Dataset entries:

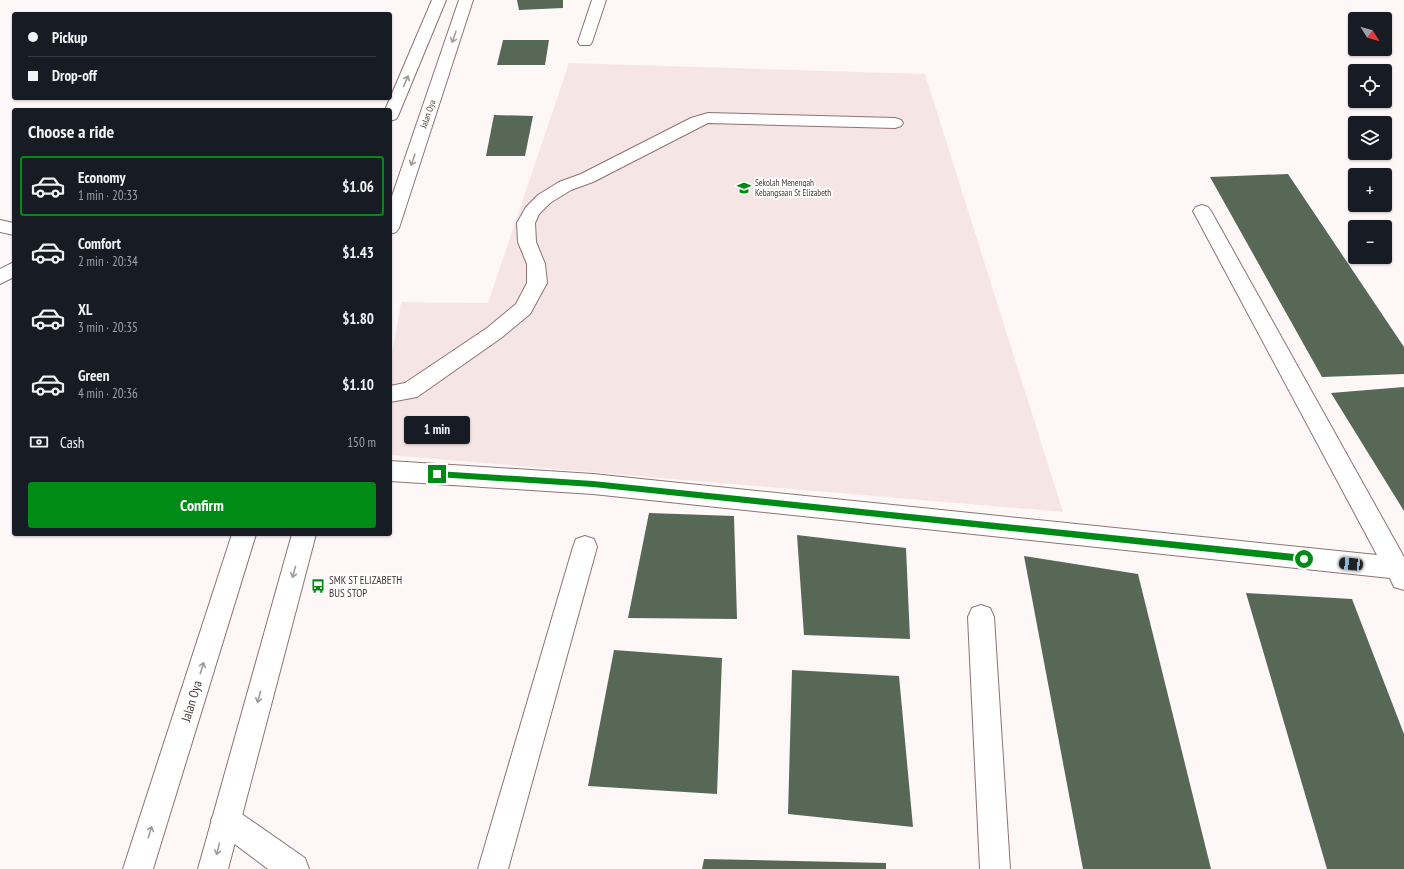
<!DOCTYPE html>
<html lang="en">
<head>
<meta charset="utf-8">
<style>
	:root { --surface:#171b24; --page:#242831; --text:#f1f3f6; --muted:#9ea1a6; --line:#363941; --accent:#008a16 }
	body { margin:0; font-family:"PT Sans Narrow",sans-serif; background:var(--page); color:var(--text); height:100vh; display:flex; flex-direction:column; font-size:15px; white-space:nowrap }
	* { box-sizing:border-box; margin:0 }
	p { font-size:13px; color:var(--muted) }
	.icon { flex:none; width:22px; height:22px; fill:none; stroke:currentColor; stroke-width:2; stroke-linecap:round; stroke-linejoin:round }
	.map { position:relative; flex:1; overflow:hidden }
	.side { position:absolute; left:12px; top:108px; width:380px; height:428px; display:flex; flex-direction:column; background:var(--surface); border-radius:4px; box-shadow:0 1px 3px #0004 }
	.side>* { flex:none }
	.banner { position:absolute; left:12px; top:12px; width:380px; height:88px; border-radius:4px; box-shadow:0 1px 3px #0004; display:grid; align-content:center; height:88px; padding:0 16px; background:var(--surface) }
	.needle { width:26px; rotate:127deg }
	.tools { position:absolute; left:1348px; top:12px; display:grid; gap:8px }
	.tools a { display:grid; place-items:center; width:44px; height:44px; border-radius:4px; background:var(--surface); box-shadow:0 1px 3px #0004; font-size:20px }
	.end { position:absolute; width:18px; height:18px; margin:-9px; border:5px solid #008a16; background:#fff; box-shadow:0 0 0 2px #fff }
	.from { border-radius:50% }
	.bubble { position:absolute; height:28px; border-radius:4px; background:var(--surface); box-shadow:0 1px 3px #0004; font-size:13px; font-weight:700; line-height:28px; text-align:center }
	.car { position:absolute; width:12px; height:24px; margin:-12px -6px; border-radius:5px; box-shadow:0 0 3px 1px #0007; background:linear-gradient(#222 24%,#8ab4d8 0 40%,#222 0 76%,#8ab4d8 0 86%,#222 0) }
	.banner b { display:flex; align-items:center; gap:14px; height:38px; font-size:15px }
	.banner b+b { border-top:1px solid var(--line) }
	.banner i { width:10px; height:10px; background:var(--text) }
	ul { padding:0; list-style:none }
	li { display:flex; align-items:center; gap:12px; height:60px; margin:0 8px 6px; padding:0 8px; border:2px solid transparent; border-radius:4px }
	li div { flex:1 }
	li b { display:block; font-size:15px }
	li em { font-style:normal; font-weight:700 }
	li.active { border-color:var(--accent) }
	li>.icon { width:36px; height:36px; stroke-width:1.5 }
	h2 { padding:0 16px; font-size:18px; line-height:48px }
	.pay { display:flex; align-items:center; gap:10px; height:44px; padding:0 16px; font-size:15px }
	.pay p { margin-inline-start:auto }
	.cta { display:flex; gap:8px; margin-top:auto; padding:8px 16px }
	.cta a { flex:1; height:46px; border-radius:4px; background:var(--accent); color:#fff; font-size:16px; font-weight:700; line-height:46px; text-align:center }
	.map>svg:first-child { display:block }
	.built { fill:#f5e6e5 }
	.building { fill:#586857 }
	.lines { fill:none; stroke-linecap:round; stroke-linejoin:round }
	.minor-casing { stroke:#8d7372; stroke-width:2 }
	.major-casing { stroke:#8d7372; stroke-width:2 }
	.minor { fill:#fff; fill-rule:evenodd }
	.major { fill:#fff; fill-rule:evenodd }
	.oneway { stroke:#a19b9a }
	.route { fill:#008a16 }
	.labels { text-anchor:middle; stroke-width:4; stroke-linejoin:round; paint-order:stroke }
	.far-street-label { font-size:9px; fill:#433736; stroke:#fff }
	.far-poi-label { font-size:9px; fill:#433736; stroke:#fff; text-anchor:start }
	.poi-label { font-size:11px; fill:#433736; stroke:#fff; text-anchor:start }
	.near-street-label { font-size:13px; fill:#433736; stroke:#fff }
</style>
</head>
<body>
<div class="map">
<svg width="1404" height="869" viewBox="0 0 1404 869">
	<rect width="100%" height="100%" fill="#fef7f7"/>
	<path class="built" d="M569,63L925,74L1063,512L390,455V366L401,302L488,303Z"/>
	<path class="building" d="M517,0H563V8L519,10Z
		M503,40H549L545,65H497Z
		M494,115L533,116L525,156H486Z
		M1288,174L1404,347V374L1322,377L1210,177Z
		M1404,387V511L1331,393Z
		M649,513L734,516L737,619L628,618Z
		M797,535L906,548L910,639L804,635Z
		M1024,556L1138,574L1211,869H1083Z
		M1246,593L1352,599L1404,734V869H1327Z
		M614,650L722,658L717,794L588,786Z
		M792,670L899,676L913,827L788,814Z
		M704,859L886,863V869H702Z"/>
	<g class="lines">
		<defs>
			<path id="minor" d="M592,0H606L592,42L590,45H580L578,42Z
				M708,113L895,118L901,120L903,123L901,126L895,128L708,123L593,182L571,190L550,203L539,214L535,223L536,242L545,264L547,283L530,314L501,338L417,397L390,402V386L405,383L487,328L516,304L527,283V264L518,242L517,223L526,207L538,195L559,182L581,174L691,118Z
				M1202,205L1208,207L1211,211L1404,557V590L1394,587L1390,578L593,494L390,481V461L593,474L1377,555L1193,211L1196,207Z
				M0,220L14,223V235L0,232Z
				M14,262V277L0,284V269Z
				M585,536L594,539L597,547L508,869H478L573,547L576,539Z
				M981,605L990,608L994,617L1010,869H980L968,617L972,608Z
				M226,805L236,810L305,858L309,869H268L216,830L211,820L216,810Z"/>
			<path id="major" d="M432,0H446L398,116L396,119L390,121V110H385Z
				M459,0H473L399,228L396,232L390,234V202Z
				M232,534H256L153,869H123Z
				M292,534H316L228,869H198Z"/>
		</defs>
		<use href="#minor" class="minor-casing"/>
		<use href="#major" class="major-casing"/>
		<use href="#minor" class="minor"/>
		<use href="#major" class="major"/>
	</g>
	<defs><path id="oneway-shaft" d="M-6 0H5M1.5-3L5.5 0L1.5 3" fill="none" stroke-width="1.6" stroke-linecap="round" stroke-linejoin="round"/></defs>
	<g class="oneway">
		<use href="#oneway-shaft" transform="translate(454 37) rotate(109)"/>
		<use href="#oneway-shaft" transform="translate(406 81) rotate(-67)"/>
		<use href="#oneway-shaft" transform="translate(413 160) rotate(109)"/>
		<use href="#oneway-shaft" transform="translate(294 572) rotate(105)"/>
		<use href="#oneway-shaft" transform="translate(202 668) rotate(-73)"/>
		<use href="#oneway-shaft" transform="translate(259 697) rotate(105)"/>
		<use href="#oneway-shaft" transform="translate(150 832) rotate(-73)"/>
		<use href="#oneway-shaft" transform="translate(218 849) rotate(104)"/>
	</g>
	<path class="route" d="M437,471L593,481L1304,555L1308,559L1304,562L593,487L437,477L434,474Z"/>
	<defs>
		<symbol id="school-bare" viewBox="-9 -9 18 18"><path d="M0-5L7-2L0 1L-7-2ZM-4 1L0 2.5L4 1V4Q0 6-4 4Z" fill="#008a16" stroke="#fff" stroke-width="2.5" paint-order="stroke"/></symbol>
		<symbol id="bus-bare" viewBox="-9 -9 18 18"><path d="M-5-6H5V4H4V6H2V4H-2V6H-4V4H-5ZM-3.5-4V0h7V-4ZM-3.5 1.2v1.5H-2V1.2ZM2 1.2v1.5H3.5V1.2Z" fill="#008a16" stroke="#fff" stroke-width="2.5" paint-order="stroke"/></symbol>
	</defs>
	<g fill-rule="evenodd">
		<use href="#school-bare" x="734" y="178" width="20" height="20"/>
		<use href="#bus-bare" x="308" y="576" width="20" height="20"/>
	</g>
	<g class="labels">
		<g class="far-street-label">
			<text transform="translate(428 114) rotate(-71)" y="3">Jalan Oya</text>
		</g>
		<g class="far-poi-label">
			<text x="755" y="186">Sekolah Menengah<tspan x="755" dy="10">Kebangsaan St Elizabeth</tspan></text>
		</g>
		<g class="poi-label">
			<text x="329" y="584">SMK ST ELIZABETH<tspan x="329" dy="13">BUS STOP</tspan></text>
		</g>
		<g class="near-street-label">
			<text transform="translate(191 701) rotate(-73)" y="5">Jalan Oya</text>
		</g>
	</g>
</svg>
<div class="tools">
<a><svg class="needle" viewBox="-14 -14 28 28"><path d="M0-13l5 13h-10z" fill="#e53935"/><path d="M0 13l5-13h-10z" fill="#9ea1a6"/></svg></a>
<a><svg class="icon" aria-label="locate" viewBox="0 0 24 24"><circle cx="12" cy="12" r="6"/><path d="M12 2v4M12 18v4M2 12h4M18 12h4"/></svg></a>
<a><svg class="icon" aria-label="layers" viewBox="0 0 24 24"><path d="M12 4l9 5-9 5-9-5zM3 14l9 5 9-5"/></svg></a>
<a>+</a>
<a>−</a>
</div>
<i class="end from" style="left:1304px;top:559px"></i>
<i class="end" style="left:437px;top:474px"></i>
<div class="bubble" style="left:404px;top:416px;width:66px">1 min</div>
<i class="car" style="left:1351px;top:564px;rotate:276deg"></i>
<div class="banner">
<b><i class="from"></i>Pickup</b>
<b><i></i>Drop-off</b>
</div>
<section class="side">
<h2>Choose a ride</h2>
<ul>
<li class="active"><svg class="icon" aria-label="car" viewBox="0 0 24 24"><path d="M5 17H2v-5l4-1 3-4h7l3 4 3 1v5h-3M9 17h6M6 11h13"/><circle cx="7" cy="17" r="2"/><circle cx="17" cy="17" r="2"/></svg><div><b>Economy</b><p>1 min · 20:33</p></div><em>$1.06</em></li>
<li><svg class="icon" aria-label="car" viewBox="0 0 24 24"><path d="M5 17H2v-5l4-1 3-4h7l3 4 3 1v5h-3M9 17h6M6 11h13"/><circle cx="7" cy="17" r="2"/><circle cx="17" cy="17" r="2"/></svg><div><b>Comfort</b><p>2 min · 20:34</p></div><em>$1.43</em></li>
<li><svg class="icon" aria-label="car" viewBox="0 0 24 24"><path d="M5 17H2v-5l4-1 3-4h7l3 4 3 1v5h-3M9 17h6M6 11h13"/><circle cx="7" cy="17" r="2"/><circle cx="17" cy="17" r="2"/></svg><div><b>XL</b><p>3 min · 20:35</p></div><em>$1.80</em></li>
<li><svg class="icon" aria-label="car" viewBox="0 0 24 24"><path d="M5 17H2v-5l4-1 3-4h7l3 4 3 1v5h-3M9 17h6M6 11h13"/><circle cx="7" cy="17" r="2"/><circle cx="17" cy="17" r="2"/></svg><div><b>Green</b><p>4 min · 20:36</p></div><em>$1.10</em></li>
</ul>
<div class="pay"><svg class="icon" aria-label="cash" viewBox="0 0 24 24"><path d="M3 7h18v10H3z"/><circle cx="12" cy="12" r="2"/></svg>Cash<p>150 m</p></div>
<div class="cta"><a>Confirm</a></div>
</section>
</div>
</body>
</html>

» THE PROBLEM: Across the records above, show each line containing the word "body".

» ANSWER TO THE EXERCISE:
	body { margin:0; font-family:"PT Sans Narrow",sans-serif; background:var(--page); color:var(--text); height:100vh; display:flex; flex-direction:column; font-size:15px; white-space:nowrap }
<body>
</body>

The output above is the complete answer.